On Sun, 2010-04-25, Stefan Fuhrmann wrote:
> here comes the second set of local optimizations.
> It contains a number of simple improvements over
> the original code.
Hi Stefan. Thanks for working on optimization. Saving a few cycles can
be useful if it's in frequently-executed code so that the overall gain
is significant. At the same time, we are trying to keep a good balance
against code simplicity. Much of our code is more complex and longer
than it should be already, so I want to be careful about any change that
makes it even longer.
Have you got (or please could you get) some measurements for these
optimisations that you could show us? From just looking at the patch, I
find it hard to believe that some of the changes make a consistent
difference, at least from the perspective of thinking about different
compilers. Specific comments and questions are below.
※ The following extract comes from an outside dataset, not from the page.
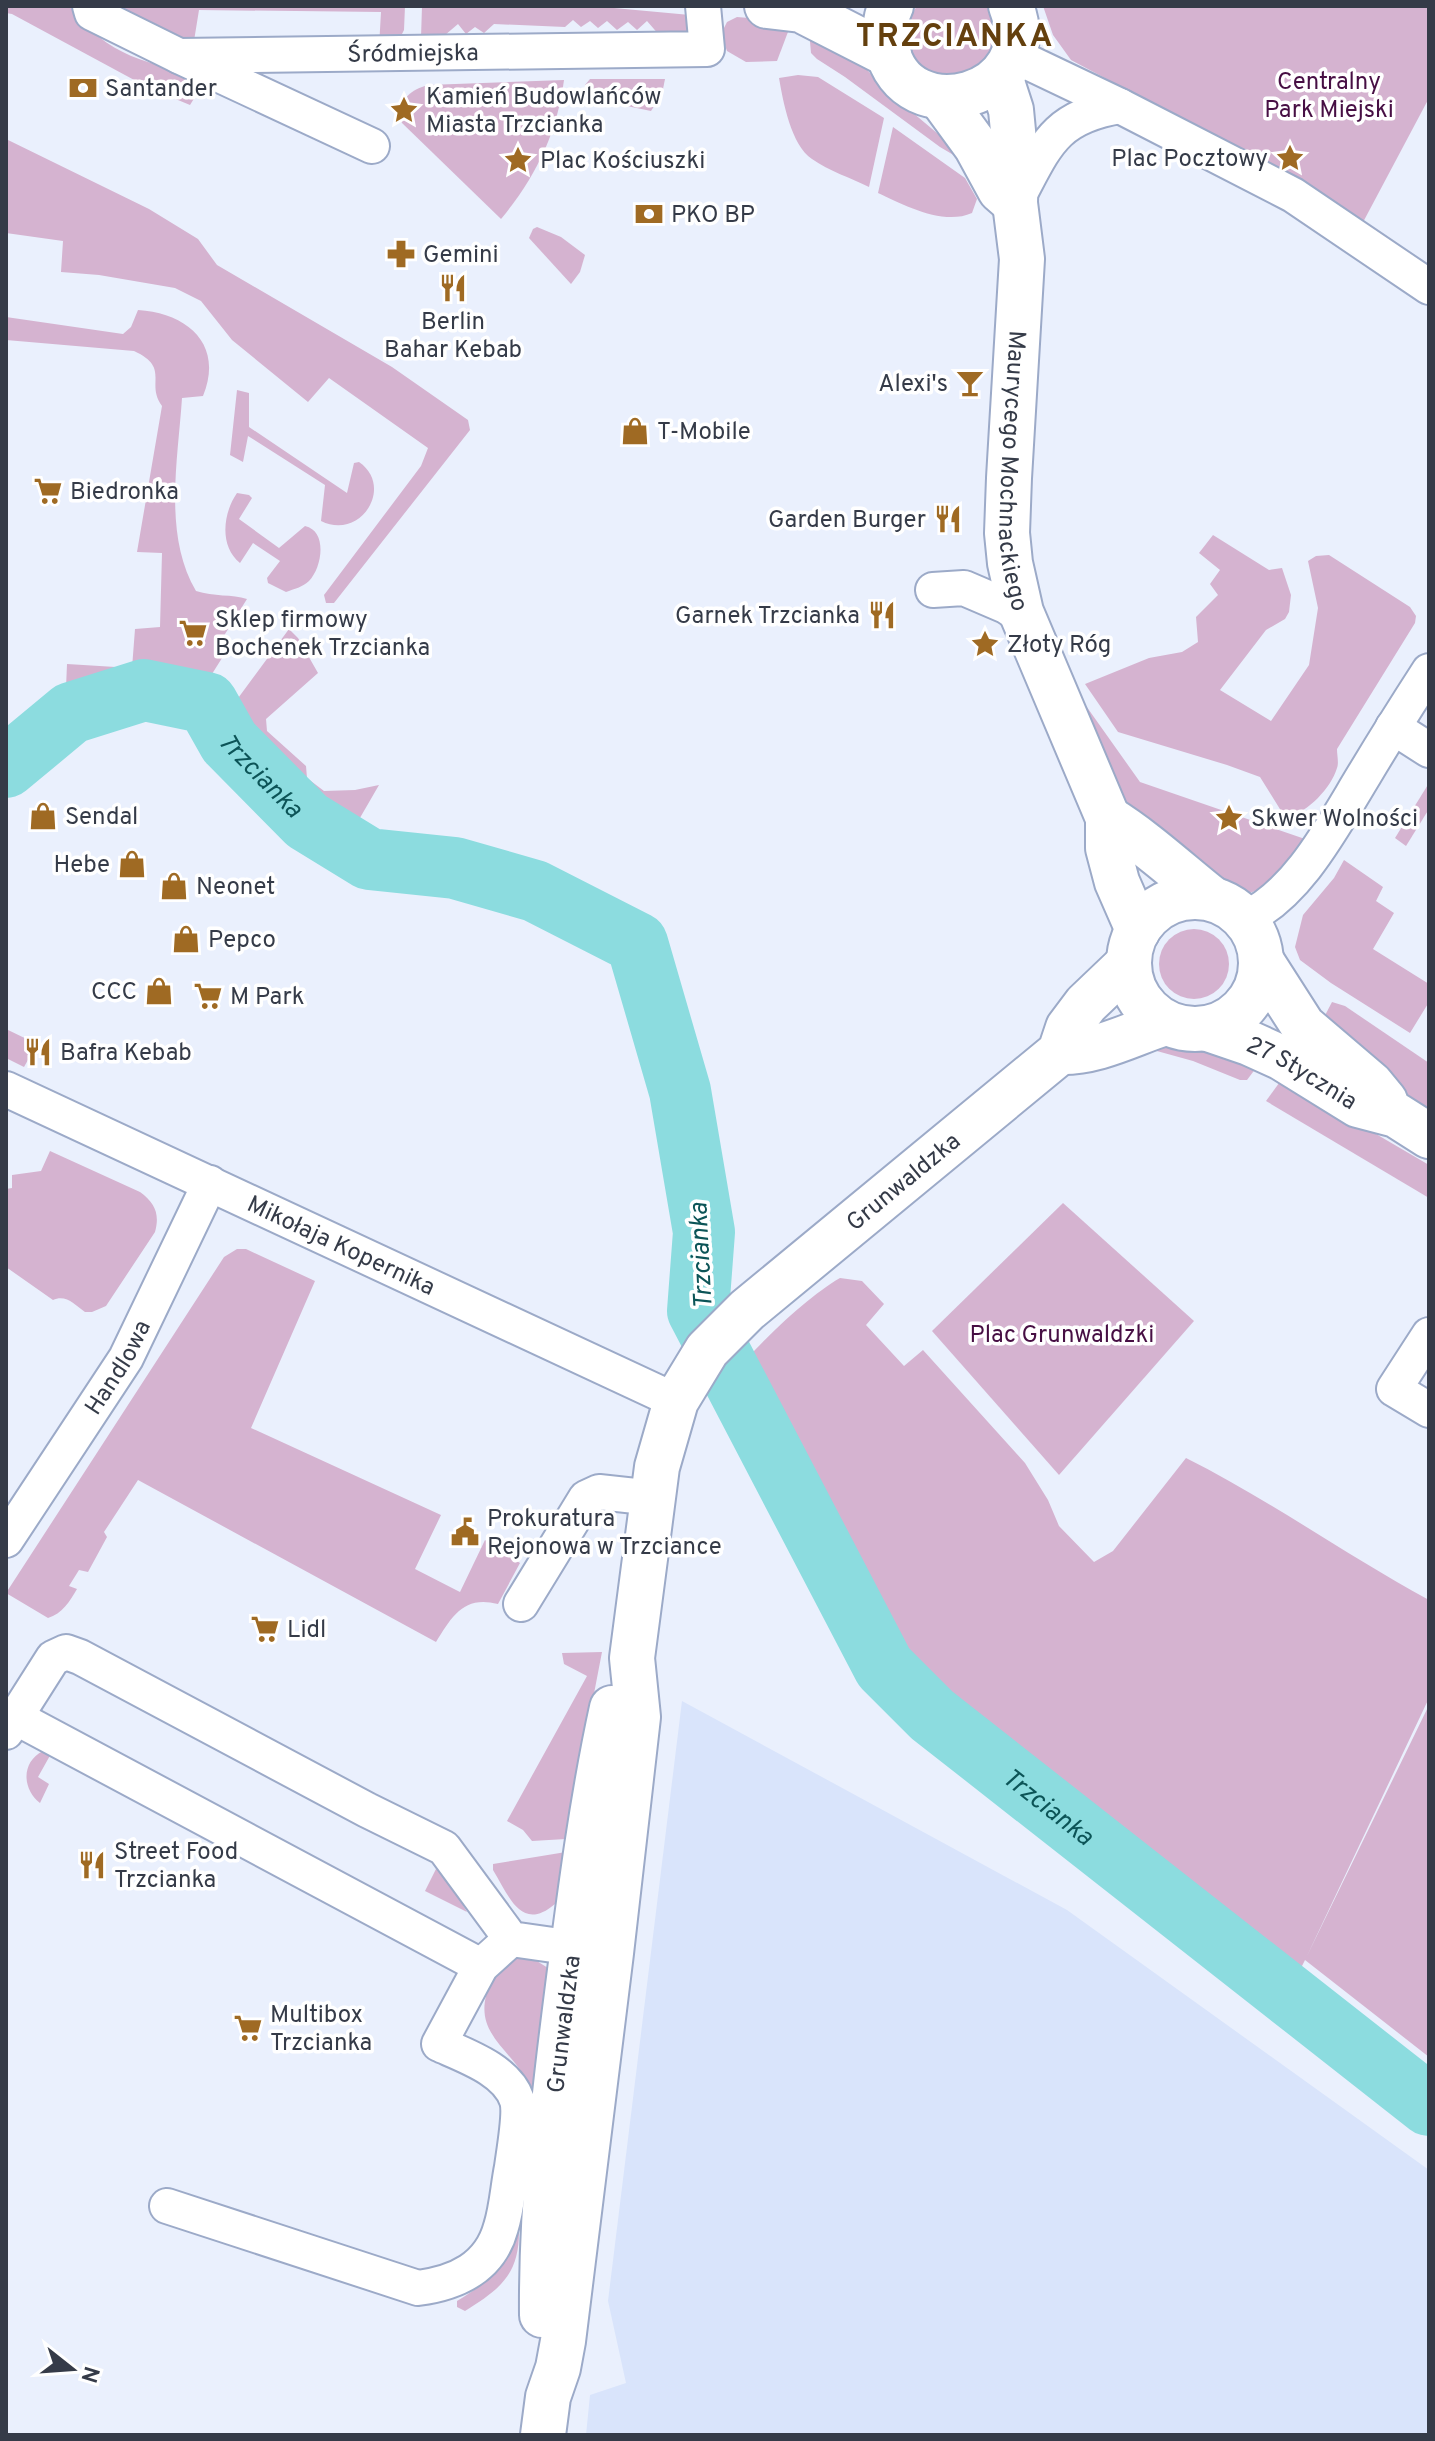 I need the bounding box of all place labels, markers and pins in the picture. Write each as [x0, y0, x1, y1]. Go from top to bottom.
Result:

Also, in some cases you need to include a comment in the code saying
"This is done this way because it is faster than doing it the simple
way," otherwise the next person to edit the code will "improve" it back
to the way it was before.
> [[[
> Numerous local optimizations.
When you write these log messages, please could you write a few words
about each change to explain why it's an improvement. They are all
obvious to you, of course, but when the rest of us look at the patch,
some of the changes are not obvious at first. It would be good if each
us us could read through your patch and think to ourselves, "Yes, I
agree with Stefan's reasoning for that change."
> * subversion/include/svn_delta.h
> (enum svn_delta_action): ensure that these definitions
> will always have these values
I saw in a later part of the patch that this is so you can make the
function 'decode_instruction()' rely on those values. As you know,
adding the explicit "=0", "=1", "=2" on the enum definition does not
make any difference to the compiler, it just provides a hint to the
human developers that these values might be significant.
We need a stronger hint than this. Please add code comments in both the
enum definition and the function 'decode_instruction()', saying "The
enum values must match the instruction encoding values."
> * subversion/libsvn_delta/compose_delta.c
> (search_offset_index): use size_t to index memory
It looks like that is just for consistency with the other arguments. Or
does it play a part in speed optimization as well?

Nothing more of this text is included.